### Task prompt
Your answer should be the line that contains "M672 504 718" and each line after it, restated word for word through the final line of the entries.

### Data listing

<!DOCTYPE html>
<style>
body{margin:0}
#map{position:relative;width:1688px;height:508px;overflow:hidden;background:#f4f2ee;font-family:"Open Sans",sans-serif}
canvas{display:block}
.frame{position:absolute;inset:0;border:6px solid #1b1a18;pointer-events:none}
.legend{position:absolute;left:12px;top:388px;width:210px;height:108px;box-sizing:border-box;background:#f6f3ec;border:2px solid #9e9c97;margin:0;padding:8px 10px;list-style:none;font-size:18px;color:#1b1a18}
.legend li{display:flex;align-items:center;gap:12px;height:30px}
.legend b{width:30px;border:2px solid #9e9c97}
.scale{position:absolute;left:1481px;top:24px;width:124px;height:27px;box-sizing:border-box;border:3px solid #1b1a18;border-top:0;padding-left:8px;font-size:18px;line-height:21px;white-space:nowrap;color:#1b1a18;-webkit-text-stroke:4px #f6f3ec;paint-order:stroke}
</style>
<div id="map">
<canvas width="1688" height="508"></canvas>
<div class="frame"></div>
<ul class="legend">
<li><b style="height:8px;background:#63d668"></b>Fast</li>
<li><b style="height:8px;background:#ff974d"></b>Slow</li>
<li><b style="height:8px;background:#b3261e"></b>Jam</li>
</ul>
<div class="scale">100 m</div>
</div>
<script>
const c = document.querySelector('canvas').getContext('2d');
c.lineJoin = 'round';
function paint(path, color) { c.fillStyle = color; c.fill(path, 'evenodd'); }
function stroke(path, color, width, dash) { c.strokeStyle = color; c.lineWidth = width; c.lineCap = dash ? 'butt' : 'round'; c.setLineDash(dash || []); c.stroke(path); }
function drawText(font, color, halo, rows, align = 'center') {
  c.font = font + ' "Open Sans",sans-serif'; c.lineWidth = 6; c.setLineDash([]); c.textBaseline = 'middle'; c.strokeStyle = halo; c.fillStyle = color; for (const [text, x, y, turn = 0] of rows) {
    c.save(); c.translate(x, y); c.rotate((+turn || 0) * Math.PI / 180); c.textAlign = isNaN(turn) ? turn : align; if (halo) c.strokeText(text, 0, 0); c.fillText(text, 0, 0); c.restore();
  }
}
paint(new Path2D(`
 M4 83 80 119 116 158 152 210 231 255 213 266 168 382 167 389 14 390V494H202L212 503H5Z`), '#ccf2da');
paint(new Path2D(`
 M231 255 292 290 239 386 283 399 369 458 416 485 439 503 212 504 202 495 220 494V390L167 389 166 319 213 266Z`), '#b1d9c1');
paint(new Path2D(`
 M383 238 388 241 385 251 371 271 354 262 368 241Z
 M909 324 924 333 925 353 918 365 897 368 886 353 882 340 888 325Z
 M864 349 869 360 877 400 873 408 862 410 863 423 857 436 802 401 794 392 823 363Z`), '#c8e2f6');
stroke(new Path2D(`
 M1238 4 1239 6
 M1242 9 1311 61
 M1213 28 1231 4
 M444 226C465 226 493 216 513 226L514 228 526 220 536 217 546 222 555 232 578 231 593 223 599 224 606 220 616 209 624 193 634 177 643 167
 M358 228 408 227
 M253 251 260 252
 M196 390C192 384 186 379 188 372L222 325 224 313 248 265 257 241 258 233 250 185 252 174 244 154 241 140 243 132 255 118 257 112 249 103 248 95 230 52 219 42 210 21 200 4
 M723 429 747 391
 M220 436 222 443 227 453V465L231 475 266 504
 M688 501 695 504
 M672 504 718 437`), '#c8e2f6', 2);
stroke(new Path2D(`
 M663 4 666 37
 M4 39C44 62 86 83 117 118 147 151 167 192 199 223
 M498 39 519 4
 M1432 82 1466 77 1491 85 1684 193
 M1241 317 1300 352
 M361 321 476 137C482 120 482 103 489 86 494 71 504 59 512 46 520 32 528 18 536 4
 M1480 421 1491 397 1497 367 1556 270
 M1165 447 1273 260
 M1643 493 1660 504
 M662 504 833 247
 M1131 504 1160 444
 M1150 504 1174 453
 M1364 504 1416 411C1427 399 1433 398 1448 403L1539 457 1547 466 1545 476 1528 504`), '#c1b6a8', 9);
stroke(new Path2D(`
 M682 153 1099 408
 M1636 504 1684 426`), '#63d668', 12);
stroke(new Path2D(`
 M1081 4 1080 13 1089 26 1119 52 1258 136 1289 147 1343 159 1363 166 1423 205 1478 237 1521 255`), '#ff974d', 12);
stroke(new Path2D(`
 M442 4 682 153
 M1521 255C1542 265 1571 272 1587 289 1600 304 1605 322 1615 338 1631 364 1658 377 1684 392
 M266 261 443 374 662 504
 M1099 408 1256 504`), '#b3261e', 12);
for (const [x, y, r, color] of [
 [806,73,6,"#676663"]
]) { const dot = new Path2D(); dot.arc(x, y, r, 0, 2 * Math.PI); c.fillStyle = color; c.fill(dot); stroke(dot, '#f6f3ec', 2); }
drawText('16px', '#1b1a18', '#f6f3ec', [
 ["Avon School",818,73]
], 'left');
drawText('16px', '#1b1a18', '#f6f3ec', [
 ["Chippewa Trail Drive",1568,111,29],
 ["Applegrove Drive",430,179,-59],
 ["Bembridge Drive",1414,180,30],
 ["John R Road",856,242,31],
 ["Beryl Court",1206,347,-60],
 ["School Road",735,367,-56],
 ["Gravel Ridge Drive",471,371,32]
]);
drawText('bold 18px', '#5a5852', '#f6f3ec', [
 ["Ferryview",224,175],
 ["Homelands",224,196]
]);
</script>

### Answer for the task
 M672 504 718 437`), '#c8e2f6', 2);
stroke(new Path2D(`
 M663 4 666 37
 M4 39C44 62 86 83 117 118 147 151 167 192 199 223
 M498 39 519 4
 M1432 82 1466 77 1491 85 1684 193
 M1241 317 1300 352
 M361 321 476 137C482 120 482 103 489 86 494 71 504 59 512 46 520 32 528 18 536 4
 M1480 421 1491 397 1497 367 1556 270
 M1165 447 1273 260
 M1643 493 1660 504
 M662 504 833 247
 M1131 504 1160 444
 M1150 504 1174 453
 M1364 504 1416 411C1427 399 1433 398 1448 403L1539 457 1547 466 1545 476 1528 504`), '#c1b6a8', 9);
stroke(new Path2D(`
 M682 153 1099 408
 M1636 504 1684 426`), '#63d668', 12);
stroke(new Path2D(`
 M1081 4 1080 13 1089 26 1119 52 1258 136 1289 147 1343 159 1363 166 1423 205 1478 237 1521 255`), '#ff974d', 12);
stroke(new Path2D(`
 M442 4 682 153
 M1521 255C1542 265 1571 272 1587 289 1600 304 1605 322 1615 338 1631 364 1658 377 1684 392
 M266 261 443 374 662 504
 M1099 408 1256 504`), '#b3261e', 12);
for (const [x, y, r, color] of [
 [806,73,6,"#676663"]
]) { const dot = new Path2D(); dot.arc(x, y, r, 0, 2 * Math.PI); c.fillStyle = color; c.fill(dot); stroke(dot, '#f6f3ec', 2); }
drawText('16px', '#1b1a18', '#f6f3ec', [
 ["Avon School",818,73]
], 'left');
drawText('16px', '#1b1a18', '#f6f3ec', [
 ["Chippewa Trail Drive",1568,111,29],
 ["Applegrove Drive",430,179,-59],
 ["Bembridge Drive",1414,180,30],
 ["John R Road",856,242,31],
 ["Beryl Court",1206,347,-60],
 ["School Road",735,367,-56],
 ["Gravel Ridge Drive",471,371,32]
]);
drawText('bold 18px', '#5a5852', '#f6f3ec', [
 ["Ferryview",224,175],
 ["Homelands",224,196]
]);
</script>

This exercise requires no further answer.